Big changes are coming and those who don't catch on are going to lose big time.

8 comments:

John Mashey said...

But don't worry, all the neoclassical economics studies say that world GDP growth just keeps on chugging along indefinitely, so the world is 6X or so richer by 2100, irrespective of minor annoyances like Peak Oil&Gas.

Frequently-referenced economics-of-climate-change studies assume that in BAU reference cases, and then calculate policy effects relative to that BAU case. In some cases, people argue that nothing much need be done soon, since future generations will be so much richer.

The CIBC reports are often worth reading: they were warning to expect the world to get rounder a while ago.

Anonymous said...

"We may be rapidly approaching the point where sending fruits and vegetables from California to the rest of the country will no longer pay."

I have my doubts for a couple reasons:


It will "pay" as long as someone is willing to buy the stuff.

First, there are lots of someones in this country for whom money for fruits and vegetables is no object -- never has been and never will be.

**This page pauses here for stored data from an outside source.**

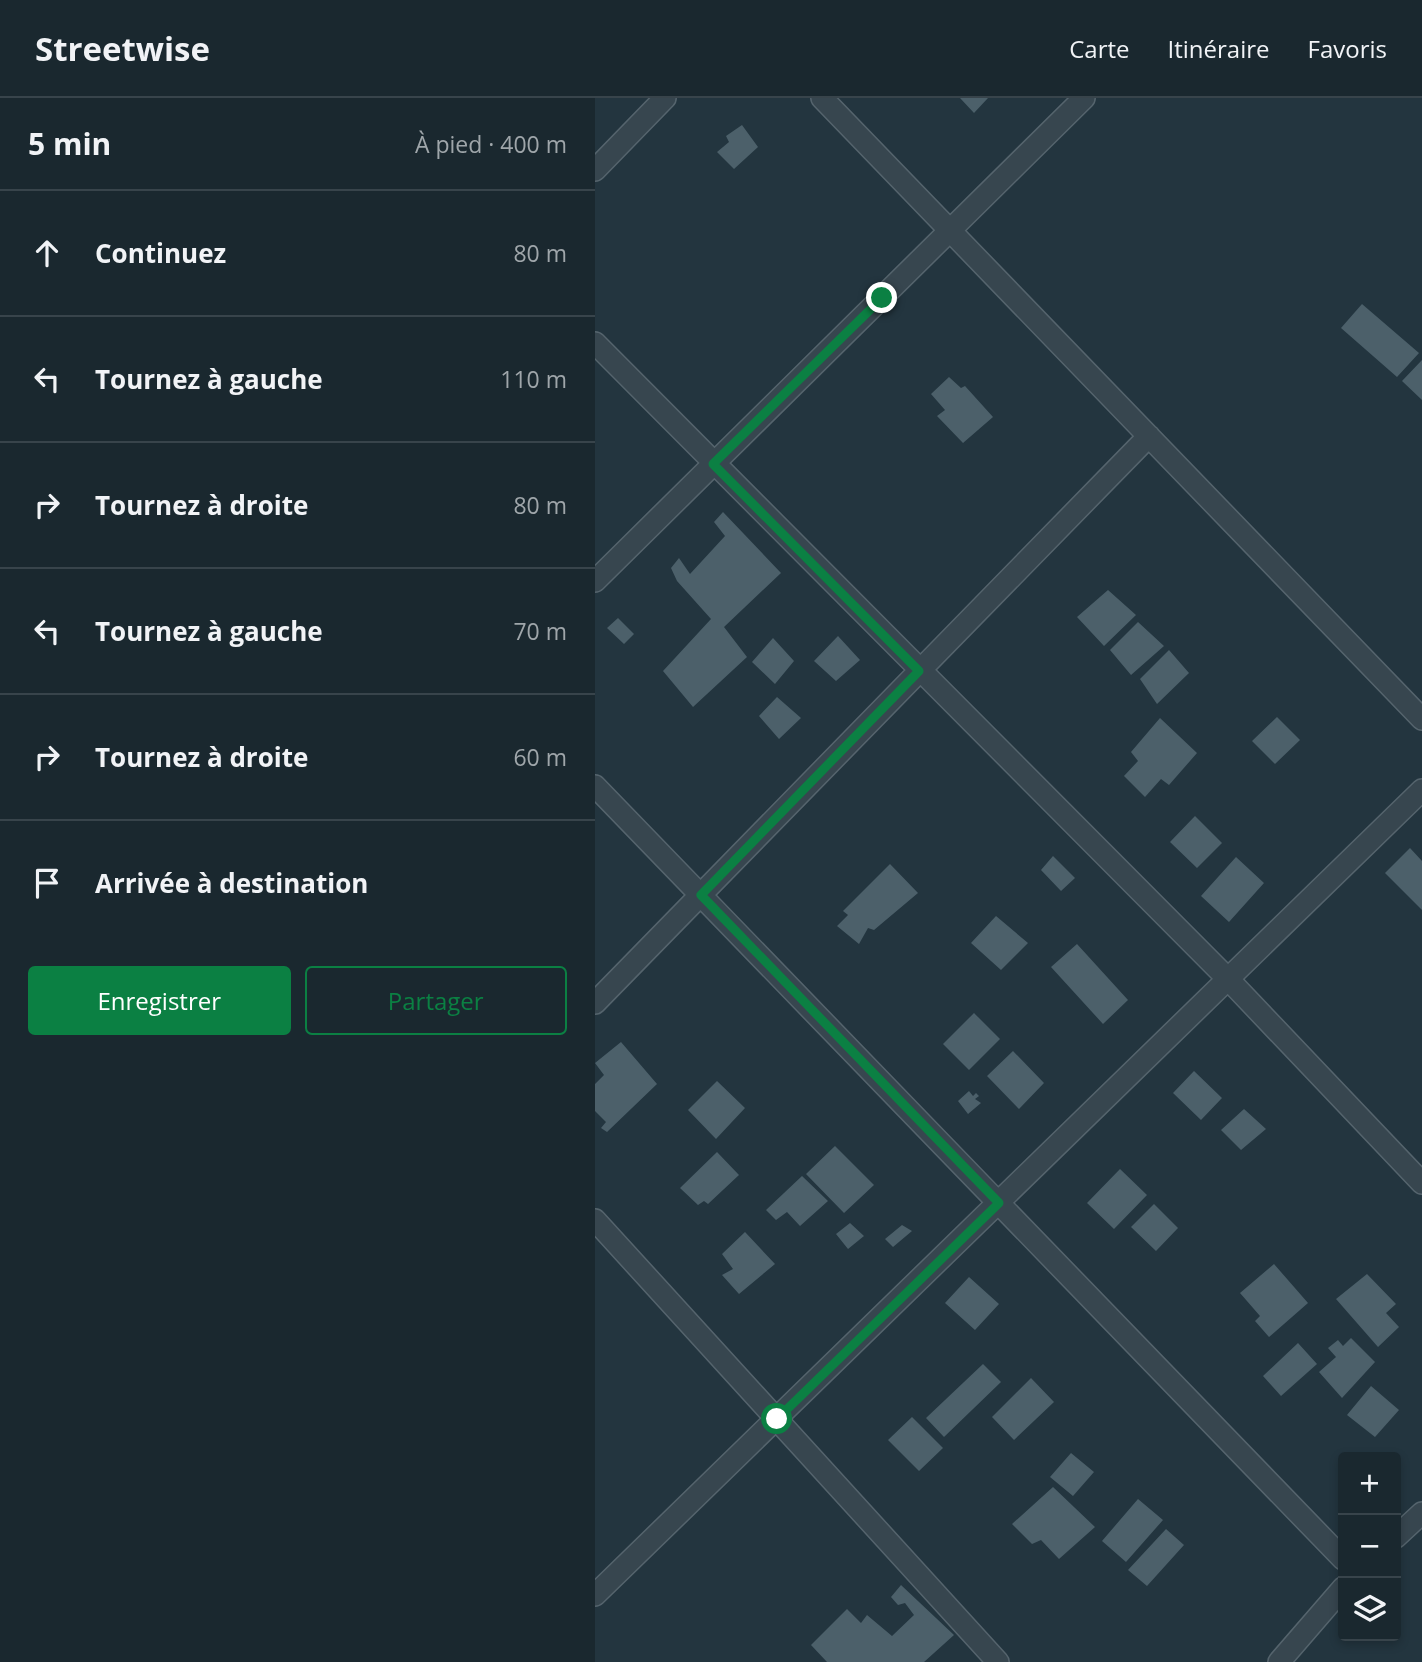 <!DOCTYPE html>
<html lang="fr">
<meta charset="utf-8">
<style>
body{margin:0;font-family:"Open Sans",sans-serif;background:#27343b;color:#f1f3f6}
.controls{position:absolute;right:21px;bottom:21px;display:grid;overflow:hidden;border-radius:7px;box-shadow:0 4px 10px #0003}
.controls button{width:63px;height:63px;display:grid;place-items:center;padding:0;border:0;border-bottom:2px solid #38444b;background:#1a282f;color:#f1f3f6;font:35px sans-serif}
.stop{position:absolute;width:21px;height:21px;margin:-16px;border:5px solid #0b8043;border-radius:50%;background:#fff}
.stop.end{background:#0b8043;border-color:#fff;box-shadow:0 2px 7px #0008}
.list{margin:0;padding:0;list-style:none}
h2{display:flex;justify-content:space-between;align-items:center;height:91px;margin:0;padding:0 28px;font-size:30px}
h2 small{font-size:23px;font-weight:400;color:#9fa6aa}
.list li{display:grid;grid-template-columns:46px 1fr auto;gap:21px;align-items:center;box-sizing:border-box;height:126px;padding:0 28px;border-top:2px solid #38444b}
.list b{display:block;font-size:26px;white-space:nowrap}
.list em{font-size:23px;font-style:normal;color:#9fa6aa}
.actions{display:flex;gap:14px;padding:21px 28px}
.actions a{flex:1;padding:16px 0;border:2px solid #0b8043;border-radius:7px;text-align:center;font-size:24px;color:#0b8043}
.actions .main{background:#0b8043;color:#fff}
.icon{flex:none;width:38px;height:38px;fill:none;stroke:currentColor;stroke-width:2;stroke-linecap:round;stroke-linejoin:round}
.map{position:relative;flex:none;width:827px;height:1564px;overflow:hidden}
header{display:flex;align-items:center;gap:42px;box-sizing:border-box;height:98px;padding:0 35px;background:#1a282f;border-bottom:2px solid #38444b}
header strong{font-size:33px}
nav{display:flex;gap:38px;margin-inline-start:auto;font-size:24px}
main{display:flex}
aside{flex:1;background:#1a282f}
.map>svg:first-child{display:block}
</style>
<header>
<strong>Streetwise</strong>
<nav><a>Carte</a><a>Itinéraire</a><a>Favoris</a></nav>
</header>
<main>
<aside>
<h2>5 min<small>À pied · 400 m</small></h2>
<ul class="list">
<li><svg class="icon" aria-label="ahead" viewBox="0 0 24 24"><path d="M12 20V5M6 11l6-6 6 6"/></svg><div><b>Continuez</b></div><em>80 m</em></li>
<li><svg class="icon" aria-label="left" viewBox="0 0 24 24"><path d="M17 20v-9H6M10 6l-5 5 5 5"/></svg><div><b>Tournez à gauche</b></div><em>110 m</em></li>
<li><svg class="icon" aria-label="right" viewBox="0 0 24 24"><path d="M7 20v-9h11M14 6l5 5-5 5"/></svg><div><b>Tournez à droite</b></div><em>80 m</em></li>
<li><svg class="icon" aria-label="left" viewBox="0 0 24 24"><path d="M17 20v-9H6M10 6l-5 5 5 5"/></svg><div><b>Tournez à gauche</b></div><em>70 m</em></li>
<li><svg class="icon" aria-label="right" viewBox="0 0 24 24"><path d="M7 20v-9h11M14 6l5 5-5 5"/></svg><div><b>Tournez à droite</b></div><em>60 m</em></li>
<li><svg class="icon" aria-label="arrive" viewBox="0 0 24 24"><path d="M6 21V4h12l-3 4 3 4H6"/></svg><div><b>Arrivée à destination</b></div></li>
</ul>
<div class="actions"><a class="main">Enregistrer</a><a>Partager</a></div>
</aside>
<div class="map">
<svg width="827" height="1564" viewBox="0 0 827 1564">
<rect width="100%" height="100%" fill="#23353f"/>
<!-- building -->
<path fill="#4c606a" d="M365,0H393L379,15Z
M147,27L163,49L139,71L122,54L134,44L131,38Z
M767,206L824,255L802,279L746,230Z
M827,262V302L807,283Z
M354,279L366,290L370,288L398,319L368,345L342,318L350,312L336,296Z
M128,414L186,475L129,529L152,559L98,609L68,573L116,521L82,483L76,470L84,460L95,476L130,438L119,424Z
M513,492L541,517L509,548L482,519Z
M23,520L39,536L29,546L12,530Z
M543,524L569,548L536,577L515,552Z
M243,538L265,562L241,583L219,563Z
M178,540L199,563L180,586L157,564Z
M574,552L594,575L562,606L545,581Z
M182,599L206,620L184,641L164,618Z
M682,619L705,642L680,666L657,643Z
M565,620L602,655L574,687L566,681L550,699L529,678L543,663L536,654Z
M600,718L627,745L602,770L575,744Z
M815,750L827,763V812L790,775Z
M458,758L480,780L466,793L446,772Z
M641,759L669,785L634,824L606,798Z
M295,766L323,795L279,832L273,830L264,846L242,828L253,817L248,813Z
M401,818L433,845L406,872L376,845Z
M482,846L533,902L508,926L456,869Z
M379,915L405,941L374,972L348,946Z
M26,944L62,986L12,1034L6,1030L11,1024L0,1013V986L9,977L0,965Z
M418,953L449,985L424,1011L392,978Z
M599,973L627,1000L606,1022L578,995Z
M122,983L150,1010L121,1041L93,1012Z
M374,993L378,998L381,995L384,998L380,1001L386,1005L373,1016L363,1003Z
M649,1011L671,1031L646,1052L626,1032Z
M240,1048L279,1087L249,1115L211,1076Z
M122,1054L144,1077L113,1106L109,1103L103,1107L85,1090Z
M525,1071L552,1097L519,1131L492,1105Z
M207,1078L233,1103L205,1128L192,1114L181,1122L171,1112Z
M559,1106L583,1130L561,1153L536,1129Z
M255,1125L269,1138L253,1151L241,1136Z
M307,1127L317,1133L298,1149L290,1141Z
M150,1134L180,1166L144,1196L127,1177L138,1171L127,1156Z
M679,1166L713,1205L674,1239L660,1223L665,1218L645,1195Z
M772,1176L801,1206L791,1215L804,1229L783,1249L741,1201Z
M374,1179L404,1206L380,1232L350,1205Z
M756,1240L780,1264L747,1300L724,1274L741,1259L733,1250L743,1242L748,1248Z
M703,1245L722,1266L686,1298L668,1278Z
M388,1266L406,1284L349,1339L331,1320Z
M436,1280L459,1304L419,1342L397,1319Z
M776,1288L804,1312L780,1339L752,1317Z
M317,1319L348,1350L324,1373L293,1342Z
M476,1355L499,1374L478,1398L455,1379Z
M458,1389L500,1429L464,1461L446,1442L437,1446L417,1426Z
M543,1401L568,1422L531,1464L507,1443Z
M571,1431L589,1447L552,1488L533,1472Z
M306,1487L359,1537L329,1564H232L216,1547L252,1511L266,1525L272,1517L297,1538L319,1517L310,1505L303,1507L296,1499Z"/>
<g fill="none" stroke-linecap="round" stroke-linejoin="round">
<!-- street casing -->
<g stroke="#55646d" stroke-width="24">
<path id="street" d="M227,0L827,621
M0,72L70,0
M0,245L634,882L827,1085
M0,483L489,0
M0,688L748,1461
M0,905L554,338
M0,1122L403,1564
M801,1439L827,1415
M0,1497L827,692
M684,1564L748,1490"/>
</g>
<!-- street -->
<use href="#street" stroke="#37464f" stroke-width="21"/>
</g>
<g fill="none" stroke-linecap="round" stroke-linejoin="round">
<!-- route -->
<path stroke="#0b8043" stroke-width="9" d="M182,1321L404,1105L106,797L324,573L118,366L287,200"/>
</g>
</svg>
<div class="controls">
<button>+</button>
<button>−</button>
<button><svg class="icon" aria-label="layers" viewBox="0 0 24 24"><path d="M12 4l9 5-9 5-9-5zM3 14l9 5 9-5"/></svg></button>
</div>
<div class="stop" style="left:182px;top:1321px"></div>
<div class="stop end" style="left:287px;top:200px"></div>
</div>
</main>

And even if that were not the case, the price of the fruits and vegetables here in the US is kept artificially low by government subsidies to farmers -- probably not likely to change any time soon.

John Mashey said...

Eli:
You may want to go back and reread http://initforthegold.blogspot.com/2008/03/energy-is-unbelievably-cheap.html

and the comments. As I recall, you participated, unless it was a Wallace-like were-rabbit.

I.e., long-distance transport in big trucks actually isn't too bad. oF course, every cost counts, but in many cases, the transport cost is a small piece of the energy cost, although $10 gas would probably fix that.

The worse problem is the general rise in food costs from less nitrogen fertilizer and higher-priced oil, since we eat a lot of oil, even without the final transport.

Anonymous said...

Well, since I live in California, and very near an agricultural area at that, I think I'll stay put so I can get those wonderful seasonal fruits and veggies that won't be shipped East. Seriously, I think we'll see less international food shipments, but shipments by truck and rail will still continue where it's cost-effective. The days of flying cargo planes full of Chilean fruit will eventually become a memory, as well as a symbol of waste and profligacy. I still remember the idea of shipping our live chickens to China to have them slaughtered, packaged, and shipped back to us for our consumption. It was then that I thought the wrong product was being shipped. It should have been economists.

VictorDodger

EliRabett said...

The issue is comparative advantage. A lot of that can disappear with a small change in a particular cost. What you have to look at is not the cost of a particular component, but the difference in costs between raising food in CA for consumption in NY and raising it in NY. That only has to be some small fraction of the total cost to kill farmining of that crop in NY/CA. I also expect that intermodal rail will (as it has) pick up for the same reason.

Dano said...

I agree to a point, but NY has much shorter growing seasons than CA and can't grow the range of crops. Of course, if they stop subsidizing water in CA then all bets are off.

Best,

D

Dano said...

...and complicating matters further, I just heard a story on NPR this morning that many Central Valley farmers are walking away from their tomato fields this year, due to the drought.

Best,

D

crispian123 said...

I agree to a point, but NY has much shorter growing seasons than CA and can't grow the range of crops. Of course, if they stop subsidizing water in CA then all bets are off.